The Irish Social Democrats have made open government one of their core issues. The party states that it wants to reform the political system, so that it serves the people rather than the political establishment. Developing a culture centred around openness and transparency is the first step in this process.
We want to introduce a culture of open decision-making, where public resources are allocated on the basis of need, the Social Democrats write on their website.
Our system needs to embrace a culture of transparency and champion open data. Doing this leads to better outcomes and helps end politics for the 'Golden Circle'.
To accomplish this, they propose the following measures:
- publishing evidence-based criteria for major resource allocation decisions;
- abolishing the Official Secrets Act, replacing it with a modern approach;
- legislating for disclosure of civil service advice to ministers;
- ending the political appointment of judges;
- monitoring stringently the impact of public sector programmes.
Furthermore, the party aims to reform the political institutions by empowering the Parliament.

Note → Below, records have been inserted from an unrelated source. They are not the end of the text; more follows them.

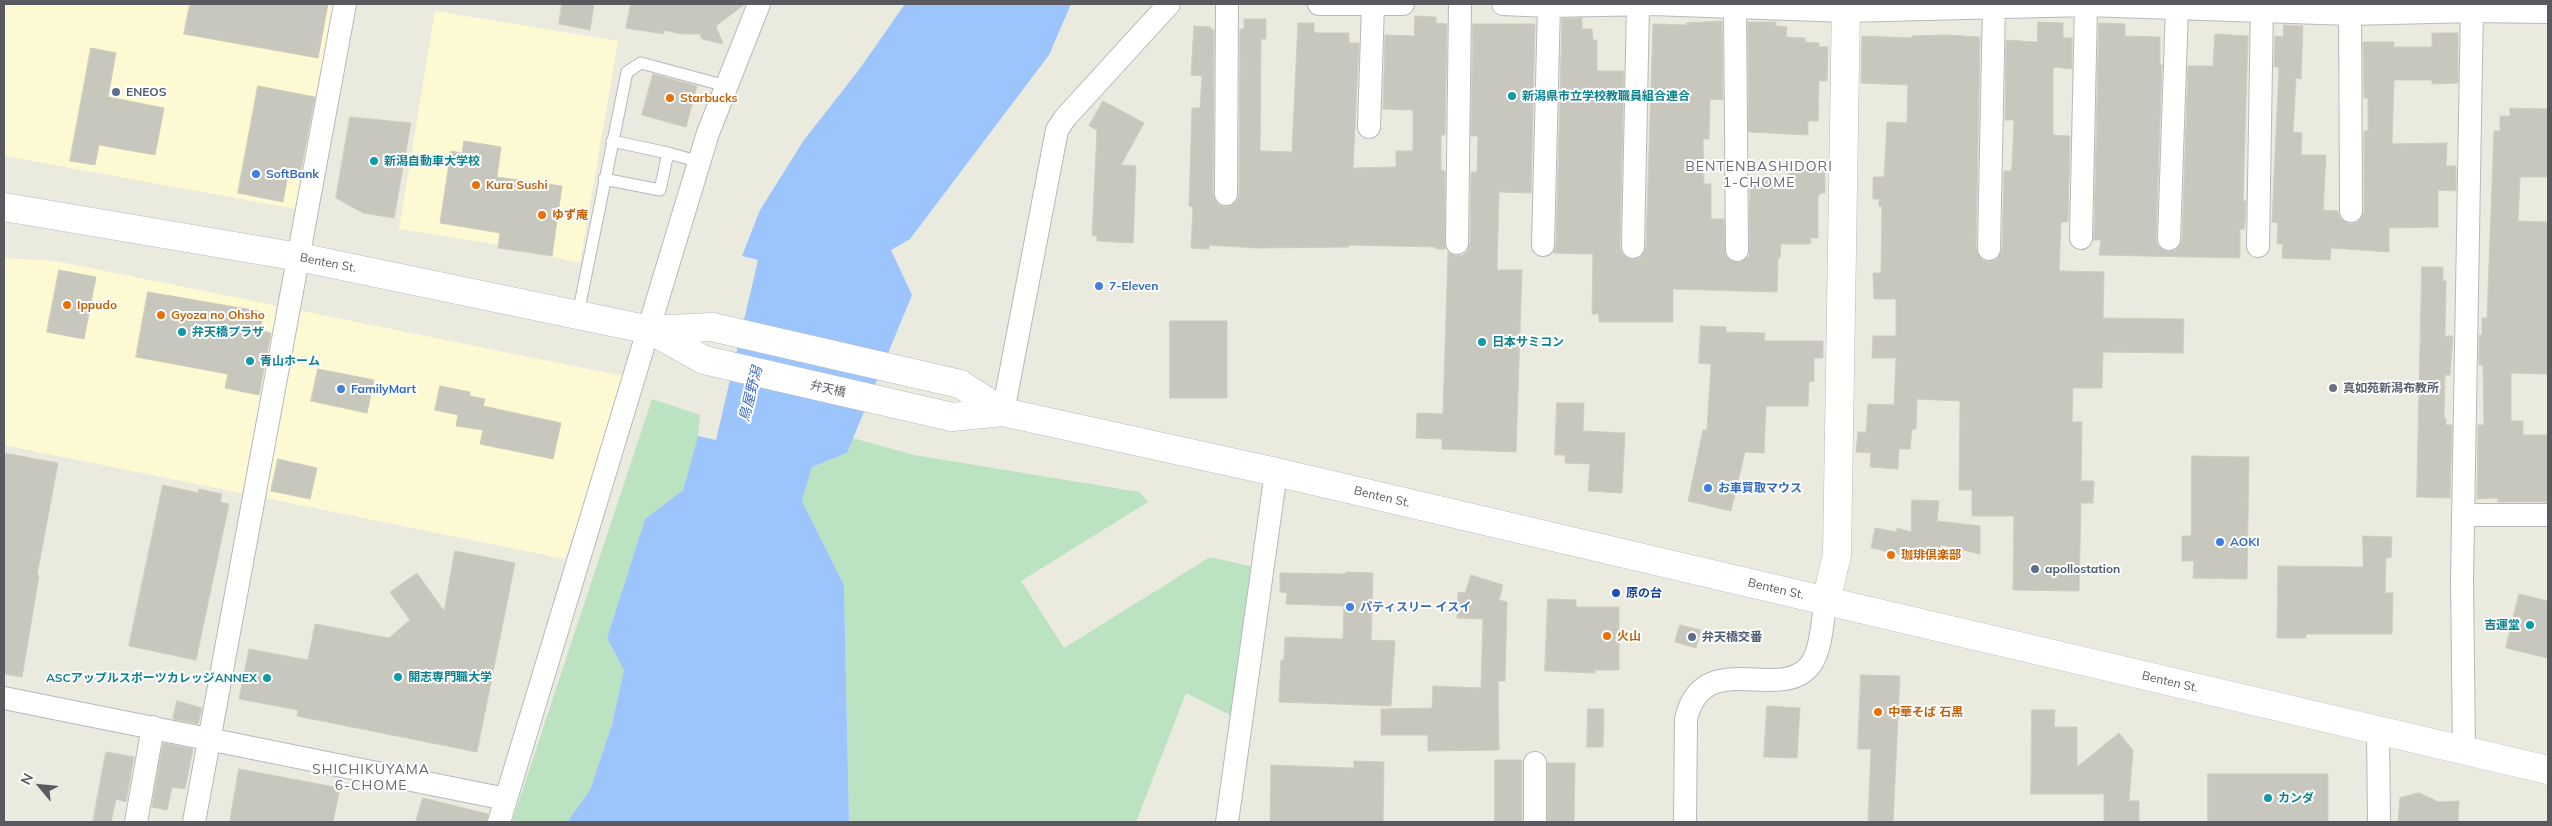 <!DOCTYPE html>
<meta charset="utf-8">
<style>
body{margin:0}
#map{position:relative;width:2552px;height:826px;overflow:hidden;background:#ebeadf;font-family:Mulish,sans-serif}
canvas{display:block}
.frame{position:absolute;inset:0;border:5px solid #585a60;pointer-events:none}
.north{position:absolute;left:15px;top:761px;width:50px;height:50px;-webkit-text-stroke:4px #fff;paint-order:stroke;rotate:298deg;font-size:14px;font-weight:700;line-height:20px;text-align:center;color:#585a60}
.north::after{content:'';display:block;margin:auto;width:18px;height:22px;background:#585a60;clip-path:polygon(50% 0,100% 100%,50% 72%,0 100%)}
</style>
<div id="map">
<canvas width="2552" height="826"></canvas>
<div class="frame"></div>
<div class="north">N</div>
</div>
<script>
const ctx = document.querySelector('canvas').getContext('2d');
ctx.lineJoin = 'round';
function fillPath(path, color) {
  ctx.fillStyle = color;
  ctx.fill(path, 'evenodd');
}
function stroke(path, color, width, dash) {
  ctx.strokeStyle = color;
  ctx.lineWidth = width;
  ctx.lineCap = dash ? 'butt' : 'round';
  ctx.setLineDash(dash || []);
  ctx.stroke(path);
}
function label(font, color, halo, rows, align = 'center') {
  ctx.font = font + ' Mulish,"Noto Sans JP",sans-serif';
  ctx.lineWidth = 4;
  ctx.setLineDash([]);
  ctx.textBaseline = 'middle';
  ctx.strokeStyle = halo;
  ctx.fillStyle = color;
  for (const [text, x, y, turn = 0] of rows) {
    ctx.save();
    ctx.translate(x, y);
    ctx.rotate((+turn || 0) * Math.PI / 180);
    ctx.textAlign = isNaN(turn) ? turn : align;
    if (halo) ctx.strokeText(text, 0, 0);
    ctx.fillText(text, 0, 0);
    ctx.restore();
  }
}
fillPath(new Path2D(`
 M 4,4 L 340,4 L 301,210 L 4,156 Z
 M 435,11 L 618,41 L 580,263 L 495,244 L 399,229 Z
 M 4,258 L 56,261 L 628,377 L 565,559 L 4,445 Z`), '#fdf9d2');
fillPath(new Path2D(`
 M 652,399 L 700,415 L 698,436 L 683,490 L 645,519 L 607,638 L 624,670 L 612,724 L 590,790 L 567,822 L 512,822 Z
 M 853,438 L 914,455 L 1139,492 L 1148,502 L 1021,581 L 1064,648 L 1210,557 L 1253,567 L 1230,715 L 1186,693 L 1136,822 L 849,822 L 844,585 L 802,501 L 812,467 L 847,453 Z`), '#bbe3c1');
fillPath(new Path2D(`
 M 905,4 L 1071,4 L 1049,55 L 910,239 L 891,250 L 912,295 L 847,453 L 812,467 L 802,501 L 844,585 L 849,822 L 567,822 L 590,790 L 612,724 L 624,670 L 607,638 L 645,519 L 683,490 L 698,436 L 716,440 L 758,260 L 742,256 L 760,210 L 804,140 L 858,71 Z`), '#9cc5fe');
const building = new Path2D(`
 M 190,4 L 328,4 L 318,58 L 184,34 Z
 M 562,4 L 594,4 L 590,30 L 559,24 Z
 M 631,4 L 745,4 L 716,26 L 723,44 L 702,39 L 700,34 L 681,34 L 664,30 L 664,34 L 626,28 Z
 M 1415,16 L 1436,17 L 1436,23 L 1447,24 L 1445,135 L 1441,135 L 1441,170 L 1445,171 L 1445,249 L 1436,249 L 1436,247 L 1349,245 L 1349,247 L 1256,248 L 1209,245 L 1209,249 L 1191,248 L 1193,207 L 1189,206 L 1192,108 L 1200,108 L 1202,76 L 1191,75 L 1194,26 L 1211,27 L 1211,30 L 1214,30 L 1213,194 L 1219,205 L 1226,207 L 1237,201 L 1239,194 L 1240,29 L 1244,29 L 1244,19 L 1266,19 L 1266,39 L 1261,39 L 1260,151 L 1292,152 L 1298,23 L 1314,23 L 1314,32 L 1319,33 L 1349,33 L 1349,43 L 1359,43 L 1353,168 L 1396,167 L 1396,151 L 1413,151 L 1413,110 L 1383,109 L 1385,35 L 1414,36 Z
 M 1582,18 L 1582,29 L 1592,29 L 1593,40 L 1597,40 L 1597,71 L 1624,71 L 1620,247 L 1622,254 L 1632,260 L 1640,258 L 1646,247 L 1653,24 L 1686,25 L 1686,23 L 1722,21 L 1723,100 L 1710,99 L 1709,139 L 1703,139 L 1704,184 L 1711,184 L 1711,219 L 1724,219 L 1726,257 L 1738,263 L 1749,256 L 1750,180 L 1789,179 L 1789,168 L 1825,168 L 1825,193 L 1820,193 L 1818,198 L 1818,238 L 1810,238 L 1811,244 L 1781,244 L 1780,258 L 1778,258 L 1777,292 L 1673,289 L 1673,322 L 1599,322 L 1599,314 L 1592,314 L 1593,254 L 1553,253 L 1556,245 L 1562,19 Z
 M 1748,22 L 1776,22 L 1776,26 L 1787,27 L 1786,37 L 1805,38 L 1805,42 L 1819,43 L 1819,47 L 1828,47 L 1827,81 L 1819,81 L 1818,121 L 1808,121 L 1808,135 L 1749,132 Z
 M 2038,22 L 2063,23 L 2063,38 L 2072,38 L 2072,69 L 2053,67 L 2053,135 L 2070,136 L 2068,222 L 2061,222 L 2059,271 L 2104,272 L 2103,318 L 2184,319 L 2183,353 L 2103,352 L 2102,388 L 2073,388 L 2072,422 L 2082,422 L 2081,481 L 2094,481 L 2093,503 L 2081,503 L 2079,591 L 2013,590 L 2014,516 L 1972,516 L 1972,490 L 1959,490 L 1960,401 L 1917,399 L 1916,429 L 1912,429 L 1910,449 L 1899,449 L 1898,469 L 1870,467 L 1871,453 L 1856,452 L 1858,432 L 1866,432 L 1868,404 L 1894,405 L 1896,358 L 1872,358 L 1873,336 L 1896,336 L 1896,299 L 1874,299 L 1873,273 L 1881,273 L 1882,207 L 1879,206 L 1879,199 L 1873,199 L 1873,177 L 1884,177 L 1887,122 L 1907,123 L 1908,85 L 1861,83 L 1862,36 L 1913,38 L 1912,36 L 1946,35 L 1980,37 L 1976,249 L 1982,260 L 1989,262 L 1996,260 L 2002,250 L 2004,171 L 2011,171 L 2012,166 L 2014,120 L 2005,120 L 2006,40 L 2037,42 Z
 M 2099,23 L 2125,24 L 2125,36 L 2160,37 L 2160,65 L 2162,65 L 2156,239 L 2158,246 L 2168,252 L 2176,250 L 2182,239 L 2188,66 L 2213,66 L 2215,34 L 2248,36 L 2243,201 L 2246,201 L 2245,222 L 2244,229 L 2240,229 L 2240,258 L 2099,255 L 2101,240 L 2094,240 Z
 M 1473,24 L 1535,24 L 1531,193 L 1499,192 L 1497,270 L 1522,270 L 1516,452 L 1442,449 L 1442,439 L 1416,438 L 1417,413 L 1443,414 L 1448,252 L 1456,256 L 1463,255 L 1468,250 L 1470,243 L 1471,172 L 1477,172 L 1478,136 L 1471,136 Z
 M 2284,25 L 2303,26 L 2301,79 L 2296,78 L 2293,132 L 2302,133 L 2301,155 L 2326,155 L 2323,210 L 2338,211 L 2340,218 L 2351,224 L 2358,222 L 2364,211 L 2364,131 L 2368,131 L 2368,98 L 2364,98 L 2363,42 L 2394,42 L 2394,47 L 2432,47 L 2432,33 L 2458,33 L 2458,83 L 2432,84 L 2432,80 L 2394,80 L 2392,144 L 2447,143 L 2446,166 L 2456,166 L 2456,191 L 2438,190 L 2438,227 L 2389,228 L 2389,252 L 2331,248 L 2330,260 L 2282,258 L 2283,244 L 2277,244 L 2278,223 L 2272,222 L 2279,67 L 2274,67 L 2275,36 L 2283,37 Z
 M 91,48 L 116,53 L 108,97 L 164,108 L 155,155 L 99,145 L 95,165 L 70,161 Z
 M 653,74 L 697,86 L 686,127 L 642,115 Z
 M 258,86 L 315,97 L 301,170 L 289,168 L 283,202 L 238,193 Z
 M 1103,101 L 1144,123 L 1121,165 L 1136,166 L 1133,243 L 1097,241 L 1097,236 L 1092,236 L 1097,130 L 1089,126 Z
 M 2510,108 L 2548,109 L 2548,177 L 2520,177 L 2518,221 L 2548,222 L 2548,374 L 2511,373 L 2511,421 L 2523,421 L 2523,435 L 2548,435 L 2548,502 L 2498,502 L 2497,498 L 2477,499 L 2478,425 L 2484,425 L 2483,365 L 2479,365 L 2479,335 L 2482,335 L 2482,318 L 2487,318 L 2494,131 L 2500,131 L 2500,116 L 2510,116 Z
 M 350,117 L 411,123 L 394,218 L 363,213 L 336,198 Z
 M 464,141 L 501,147 L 497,177 L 562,186 L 552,256 L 498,248 L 500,233 L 440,223 L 451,151 L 462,153 Z
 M 2422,267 L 2443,267 L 2443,281 L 2446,281 L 2445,336 L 2453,336 L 2450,375 L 2445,375 L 2444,418 L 2446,418 L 2446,425 L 2452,425 L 2450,498 L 2417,497 Z
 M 59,270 L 96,277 L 84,339 L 47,332 Z
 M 148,292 L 264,312 L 260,330 L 271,333 L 259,395 L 225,388 L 228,374 L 136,357 Z
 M 1170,321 L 1227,321 L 1227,398 L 1170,398 Z
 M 1701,326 L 1726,327 L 1726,332 L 1765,333 L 1764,341 L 1823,341 L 1823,358 L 1814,358 L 1814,381 L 1809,382 L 1808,406 L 1766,406 L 1764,453 L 1745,452 L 1731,511 L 1688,501 L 1703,430 L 1707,430 L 1711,364 L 1699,363 Z
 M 318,369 L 374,380 L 367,413 L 311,401 Z
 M 440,386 L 470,392 L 470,396 L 485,399 L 483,406 L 561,423 L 553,459 L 480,444 L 483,430 L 456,426 L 458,415 L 435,410 Z
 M 1557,403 L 1584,403 L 1583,431 L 1625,433 L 1622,493 L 1588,491 L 1590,464 L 1565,463 L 1565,455 L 1555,455 Z
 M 4,453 L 58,463 L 37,575 L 39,576 L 22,677 L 4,674 Z
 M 2192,456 L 2249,457 L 2247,579 L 2193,578 L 2194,561 L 2182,561 L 2182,536 L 2191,536 Z
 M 278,459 L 317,468 L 310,499 L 271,491 Z
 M 163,485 L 198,493 L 199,489 L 222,494 L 220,502 L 229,504 L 196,660 L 129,646 Z
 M 1912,500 L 1939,501 L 1937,521 L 1980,526 L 1980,554 L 1941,545 L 1937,559 L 1909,549 L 1907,556 L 1871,548 L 1875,528 L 1896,532 L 1897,528 L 1911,532 Z
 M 2363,536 L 2392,537 L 2391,558 L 2386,558 L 2385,593 L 2393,593 L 2392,634 L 2306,634 L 2306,638 L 2277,638 L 2278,566 L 2363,567 Z
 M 455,551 L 515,563 L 477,752 L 297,716 L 298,710 L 239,699 L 249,649 L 308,660 L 315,624 L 389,638 L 410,620 L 390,592 L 417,573 L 444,611 Z
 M 1346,572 L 1373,573 L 1371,640 L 1395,641 L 1391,706 L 1279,702 L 1281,660 L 1284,660 L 1285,637 L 1343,639 L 1344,606 L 1286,604 L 1287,593 L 1280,592 L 1280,573 L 1346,574 Z
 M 1471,575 L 1503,585 L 1499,600 L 1507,602 L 1505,681 L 1498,681 L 1499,750 L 1428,751 L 1428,735 L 1381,735 L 1381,709 L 1432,708 L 1433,686 L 1481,688 L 1483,619 L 1457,618 L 1458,592 L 1465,593 Z
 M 2519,594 L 2548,601 L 2548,658 L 2506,648 Z
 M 1548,599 L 1576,600 L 1576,607 L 1619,607 L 1619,670 L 1595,670 L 1595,673 L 1545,671 Z
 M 1680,625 L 1701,630 L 1696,648 L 1675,642 Z
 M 1861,675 L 1900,676 L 1893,822 L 1868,822 L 1871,749 L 1858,749 Z
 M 177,701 L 202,708 L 198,724 L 173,719 Z
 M 1767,706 L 1800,708 L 1797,758 L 1764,757 Z
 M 1588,709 L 1604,709 L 1603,747 L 1587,747 Z
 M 2032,710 L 2055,710 L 2054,727 L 2077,727 L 2077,767 L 2119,733 L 2133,750 L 2129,801 L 2139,801 L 2139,822 L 2104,822 L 2104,794 L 2031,794 Z
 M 163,743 L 193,749 L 185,789 L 172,787 L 167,810 L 152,807 Z
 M 106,752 L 134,757 L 126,802 L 116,799 L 111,822 L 93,822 Z
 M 1495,760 L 1522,760 L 1522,822 L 1495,822 Z
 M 1354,761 L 1384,762 L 1383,822 L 1270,822 L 1271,765 L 1354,768 Z
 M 1548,763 L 1575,763 L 1574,822 L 1548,822 Z
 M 239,769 L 340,788 L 333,822 L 230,822 Z
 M 2208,774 L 2328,774 L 2328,822 L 2208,822 Z
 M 2419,793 L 2439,802 L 2459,801 L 2458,822 L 2398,822 L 2400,798 Z
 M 423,798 L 488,814 L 486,822 L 416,822 Z`);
fillPath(building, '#c8c7be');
stroke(building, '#d0cdbd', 1);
const lane = new Path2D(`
 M 668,153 L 700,162
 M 604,179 L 660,190 L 668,153 L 612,141
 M 578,314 L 627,72 L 641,63 L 726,86`);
const street = new Path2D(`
 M 1319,4 L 1403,4
 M 1503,4 L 1549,6 L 1652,4 L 1846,11 L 2086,5 L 2350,14 L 2472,11 L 2548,12
 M 2350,4 L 2351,211
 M 1735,7 L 1737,250
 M 1369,127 L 1373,5
 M 1226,194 L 1227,4
 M 2081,238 L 2086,5
 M 2169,239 L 2177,8
 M 1457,243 L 1460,4
 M 1543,245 L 1549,4
 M 2258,246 L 2262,4
 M 1633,247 L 1638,5
 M 1989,249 L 1994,4
 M 1003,412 L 1057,130 L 1065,118 L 1169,4
 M 2463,515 L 2548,515
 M 4,698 L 506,799
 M 2378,731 L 2379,822
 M 2464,751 L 2462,579 L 2472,4
 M 136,822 L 153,727
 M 194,822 L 345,4
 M 499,822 L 708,133 L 759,4
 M 1227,822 L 1276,472
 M 1535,822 L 1535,763
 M 1685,822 L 1686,719 C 1703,645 1782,705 1811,664 C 1822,648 1822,620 1826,601`);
const secondary = new Path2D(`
 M 4,207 L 299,257 L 650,330 L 712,327 L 960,384 L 1003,412
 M 650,330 L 704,360 L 952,417 L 1003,412 L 1276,472 L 2548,770
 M 1826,601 L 1837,555 L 1846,4`);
stroke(lane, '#b7b8be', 13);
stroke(street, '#b7b8be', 24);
stroke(secondary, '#b8bac1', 29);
stroke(lane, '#fff', 11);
stroke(street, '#fff', 22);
stroke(secondary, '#fff', 28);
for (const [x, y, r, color] of [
 [116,92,5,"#5c6f8a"],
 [1512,96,5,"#0f9aa8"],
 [670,98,5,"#e8710a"],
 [374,161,5,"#0f9aa8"],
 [256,174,5,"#3f7fe0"],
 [476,185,5,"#e8710a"],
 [542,215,5,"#e8710a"],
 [1099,286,5,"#3f7fe0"],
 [67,305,5,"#e8710a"],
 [161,315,5,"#e8710a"],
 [182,332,5,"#0f9aa8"],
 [1482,342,5,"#0f9aa8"],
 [250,361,5,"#0f9aa8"],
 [2333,388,5,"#6b7280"],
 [341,389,5,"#3f7fe0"],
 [1708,488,5,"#3f7fe0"],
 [2220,542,5,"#3f7fe0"],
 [1891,555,5,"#e8710a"],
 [2035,569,5,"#5c6f8a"],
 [1616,593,5,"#1a4fb4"],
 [1350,607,5,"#3f7fe0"],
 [2530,625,5,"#0f9aa8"],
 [1607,636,5,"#e8710a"],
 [1692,637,5,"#5c6f8a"],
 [398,677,5,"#0f9aa8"],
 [267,678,5,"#0f9aa8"],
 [1878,712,5,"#e8710a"],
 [2268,798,5,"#0f9aa8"]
]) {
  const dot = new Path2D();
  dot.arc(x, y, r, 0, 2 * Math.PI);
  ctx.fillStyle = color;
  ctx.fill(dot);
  stroke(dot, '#fff', 2);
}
label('bold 12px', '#4e5e75', '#fff', [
 ["ENEOS",126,92],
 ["apollostation",2045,569],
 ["弁天橋交番",1702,637]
], 'left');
label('bold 12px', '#0d838f', '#fff', [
 ["新潟県市立学校教職員組合連合",1522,96],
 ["新潟自動車大学校",384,161],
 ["弁天橋プラザ",192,332],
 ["日本サミコン",1492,342],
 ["青山ホーム",260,361],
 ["吉運堂",2520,625,"right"],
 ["開志専門職大学",408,677],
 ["ASCアップルスポーツカレッジANNEX",257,678,"right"],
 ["カンダ",2278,798]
], 'left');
label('bold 12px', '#c56008', '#fff', [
 ["Starbucks",680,98],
 ["Kura Sushi",486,185],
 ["ゆず庵",552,215],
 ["Ippudo",77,305],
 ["Gyoza no Ohsho",171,315],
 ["珈琲倶楽部",1901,555],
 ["火山",1617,636],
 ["中華そば 石黒",1888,712]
], 'left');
label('bold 12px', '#366cbe', '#fff', [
 ["SoftBank",266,174],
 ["7-Eleven",1109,286],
 ["FamilyMart",351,389],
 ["お車買取マウス",1718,488],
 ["AOKI",2230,542],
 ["パティスリー イスイ",1360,607]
], 'left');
label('12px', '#585a60', '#fff', [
 ["Benten St.",328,263,11],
 ["弁天橋",828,389,13],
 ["Benten St.",1382,497,13],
 ["Benten St.",1776,589,13],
 ["Benten St.",2170,682,13]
]);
label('bold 12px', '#5b616d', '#fff', [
 ["真如苑新潟布教所",2343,388]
], 'left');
label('bold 12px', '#164399', '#fff', [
 ["原の台",1626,593]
], 'left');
ctx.letterSpacing = '1px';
label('14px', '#696c72', '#fff', [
 ["BENTENBASHIDORI",1759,167],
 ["1-CHOME",1759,183],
 ["SHICHIKUYAMA",371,770],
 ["6-CHOME",371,786]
]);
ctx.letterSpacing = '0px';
label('italic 14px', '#406cc0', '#fff', [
 ["鳥屋野潟",751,394,-76]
]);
</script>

These are the measures that they propose to accomplish this:
- establishing an Electoral Commission to act as a powerful watchdog on politics;
- electing the Ceann Comhairle (the Chairman of the Irish Parliament) by secret ballot;
- strengthening the committee system;
- reducing the power of the whip (the party discipline);
- abolishing the Economic Management Council;
- establishing a forward-planning and implementation unit in the Department of Taoiseach (the Prime Minister's Department).
Although the proposed measures do relate to open government, they are very traditional. Missing is a vision on government innovation and modernisation using open data, e-government, freedom of information, and the role of civil society.